### [What to do]
Write out each line of the entries below that holds the word "strokeStyle".
——————
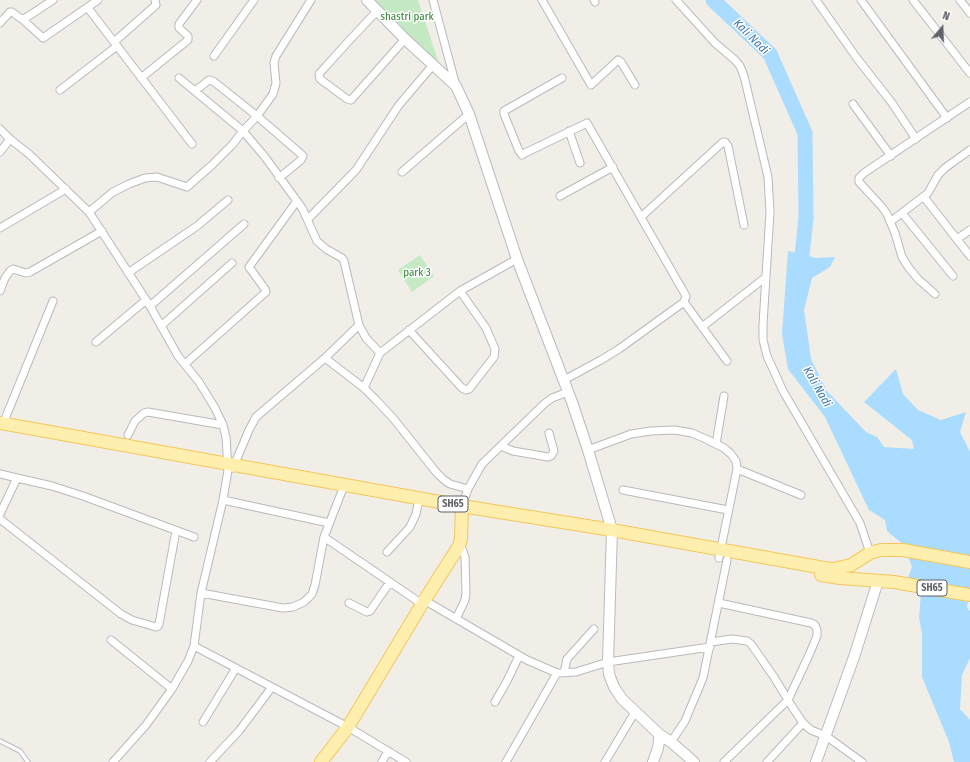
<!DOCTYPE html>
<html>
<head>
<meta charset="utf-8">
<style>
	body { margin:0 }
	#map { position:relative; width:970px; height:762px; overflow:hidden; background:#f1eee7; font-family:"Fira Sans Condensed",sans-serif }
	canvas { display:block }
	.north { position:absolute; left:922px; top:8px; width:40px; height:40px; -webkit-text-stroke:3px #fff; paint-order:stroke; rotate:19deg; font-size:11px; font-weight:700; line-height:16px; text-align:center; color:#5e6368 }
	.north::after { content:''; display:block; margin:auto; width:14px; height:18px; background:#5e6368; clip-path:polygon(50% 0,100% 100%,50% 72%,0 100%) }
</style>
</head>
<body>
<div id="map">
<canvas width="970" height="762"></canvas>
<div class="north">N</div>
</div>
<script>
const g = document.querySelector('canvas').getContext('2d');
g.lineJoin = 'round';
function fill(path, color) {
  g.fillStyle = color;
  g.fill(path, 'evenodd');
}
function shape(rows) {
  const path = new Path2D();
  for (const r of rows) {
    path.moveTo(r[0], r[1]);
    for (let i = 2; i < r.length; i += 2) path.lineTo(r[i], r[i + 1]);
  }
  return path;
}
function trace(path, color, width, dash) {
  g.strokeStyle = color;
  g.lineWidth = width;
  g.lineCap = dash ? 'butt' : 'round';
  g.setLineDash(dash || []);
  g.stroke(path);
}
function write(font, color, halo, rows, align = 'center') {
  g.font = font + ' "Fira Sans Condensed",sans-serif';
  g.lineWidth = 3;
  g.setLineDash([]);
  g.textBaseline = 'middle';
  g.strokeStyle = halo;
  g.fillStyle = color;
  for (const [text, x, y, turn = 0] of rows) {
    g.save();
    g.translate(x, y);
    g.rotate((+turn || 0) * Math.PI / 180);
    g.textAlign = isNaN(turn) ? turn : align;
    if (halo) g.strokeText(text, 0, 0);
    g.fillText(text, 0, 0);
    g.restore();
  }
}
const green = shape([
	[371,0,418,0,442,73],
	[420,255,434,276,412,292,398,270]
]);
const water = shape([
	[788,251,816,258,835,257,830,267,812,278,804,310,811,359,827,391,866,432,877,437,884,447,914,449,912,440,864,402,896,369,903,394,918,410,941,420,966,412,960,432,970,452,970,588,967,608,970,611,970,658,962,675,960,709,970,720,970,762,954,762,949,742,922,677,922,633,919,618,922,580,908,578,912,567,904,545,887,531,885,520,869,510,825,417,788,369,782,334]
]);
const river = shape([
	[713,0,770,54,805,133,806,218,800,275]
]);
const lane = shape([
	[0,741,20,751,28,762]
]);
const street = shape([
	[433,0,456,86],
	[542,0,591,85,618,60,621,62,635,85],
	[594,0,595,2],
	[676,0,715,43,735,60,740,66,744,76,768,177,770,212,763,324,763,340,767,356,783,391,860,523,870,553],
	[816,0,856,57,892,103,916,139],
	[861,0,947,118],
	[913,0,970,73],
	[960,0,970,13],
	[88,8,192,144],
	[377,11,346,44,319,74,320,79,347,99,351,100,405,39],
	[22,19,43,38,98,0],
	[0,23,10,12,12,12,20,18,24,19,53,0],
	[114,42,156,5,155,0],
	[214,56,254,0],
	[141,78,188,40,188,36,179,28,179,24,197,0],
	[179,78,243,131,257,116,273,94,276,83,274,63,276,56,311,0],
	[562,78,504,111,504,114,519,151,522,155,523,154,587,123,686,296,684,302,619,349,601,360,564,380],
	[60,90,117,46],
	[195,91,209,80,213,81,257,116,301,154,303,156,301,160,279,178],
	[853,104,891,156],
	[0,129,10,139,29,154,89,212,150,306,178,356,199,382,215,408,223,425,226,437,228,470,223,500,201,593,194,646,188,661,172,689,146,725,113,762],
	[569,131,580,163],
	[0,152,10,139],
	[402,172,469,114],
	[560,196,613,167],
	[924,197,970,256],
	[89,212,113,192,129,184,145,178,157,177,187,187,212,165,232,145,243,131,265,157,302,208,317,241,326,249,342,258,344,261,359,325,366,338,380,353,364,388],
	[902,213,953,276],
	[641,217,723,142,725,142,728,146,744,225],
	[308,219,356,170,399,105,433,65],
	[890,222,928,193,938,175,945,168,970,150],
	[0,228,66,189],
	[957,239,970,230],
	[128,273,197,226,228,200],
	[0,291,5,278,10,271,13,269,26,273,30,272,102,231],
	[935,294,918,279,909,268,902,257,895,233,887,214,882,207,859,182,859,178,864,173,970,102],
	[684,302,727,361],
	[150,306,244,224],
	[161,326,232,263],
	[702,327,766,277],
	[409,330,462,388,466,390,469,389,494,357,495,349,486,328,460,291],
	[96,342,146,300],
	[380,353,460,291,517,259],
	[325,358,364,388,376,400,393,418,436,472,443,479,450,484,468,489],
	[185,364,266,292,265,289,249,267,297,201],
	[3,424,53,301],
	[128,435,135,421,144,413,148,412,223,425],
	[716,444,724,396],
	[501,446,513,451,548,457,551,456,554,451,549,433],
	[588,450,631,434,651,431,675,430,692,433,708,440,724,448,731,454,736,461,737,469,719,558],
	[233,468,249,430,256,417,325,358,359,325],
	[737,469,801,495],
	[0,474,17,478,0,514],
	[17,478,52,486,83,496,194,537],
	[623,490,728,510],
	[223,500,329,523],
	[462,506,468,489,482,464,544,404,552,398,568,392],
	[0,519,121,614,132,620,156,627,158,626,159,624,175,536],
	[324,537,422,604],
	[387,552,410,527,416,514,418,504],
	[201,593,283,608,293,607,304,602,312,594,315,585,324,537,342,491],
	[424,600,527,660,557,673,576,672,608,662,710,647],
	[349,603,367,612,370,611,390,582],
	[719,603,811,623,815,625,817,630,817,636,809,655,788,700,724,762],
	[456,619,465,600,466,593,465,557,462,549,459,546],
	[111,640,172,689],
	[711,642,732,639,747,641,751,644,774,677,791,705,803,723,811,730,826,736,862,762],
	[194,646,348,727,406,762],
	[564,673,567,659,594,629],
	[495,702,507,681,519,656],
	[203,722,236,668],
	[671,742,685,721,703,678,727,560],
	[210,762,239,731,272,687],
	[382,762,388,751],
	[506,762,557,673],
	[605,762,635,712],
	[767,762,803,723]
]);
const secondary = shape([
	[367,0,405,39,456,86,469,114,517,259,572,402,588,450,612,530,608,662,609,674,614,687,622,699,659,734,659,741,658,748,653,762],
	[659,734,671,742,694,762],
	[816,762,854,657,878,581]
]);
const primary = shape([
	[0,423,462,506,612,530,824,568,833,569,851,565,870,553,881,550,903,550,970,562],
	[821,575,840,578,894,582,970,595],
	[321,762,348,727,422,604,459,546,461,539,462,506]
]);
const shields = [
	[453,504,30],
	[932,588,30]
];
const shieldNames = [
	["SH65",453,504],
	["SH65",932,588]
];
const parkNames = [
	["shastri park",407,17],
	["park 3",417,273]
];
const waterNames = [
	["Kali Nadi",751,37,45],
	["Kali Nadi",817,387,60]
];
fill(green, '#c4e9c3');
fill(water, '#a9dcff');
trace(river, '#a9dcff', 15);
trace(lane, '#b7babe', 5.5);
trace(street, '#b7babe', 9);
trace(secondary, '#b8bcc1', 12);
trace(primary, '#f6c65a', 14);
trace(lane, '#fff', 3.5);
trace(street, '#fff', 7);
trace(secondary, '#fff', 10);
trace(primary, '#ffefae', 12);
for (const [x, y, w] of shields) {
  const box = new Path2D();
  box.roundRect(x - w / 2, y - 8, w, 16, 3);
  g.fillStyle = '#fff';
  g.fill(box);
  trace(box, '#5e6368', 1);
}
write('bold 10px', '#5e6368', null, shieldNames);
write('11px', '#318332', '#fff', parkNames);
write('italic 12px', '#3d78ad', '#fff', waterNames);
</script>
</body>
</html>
——————
### [Written response]
  g.strokeStyle = color;
  g.strokeStyle = halo;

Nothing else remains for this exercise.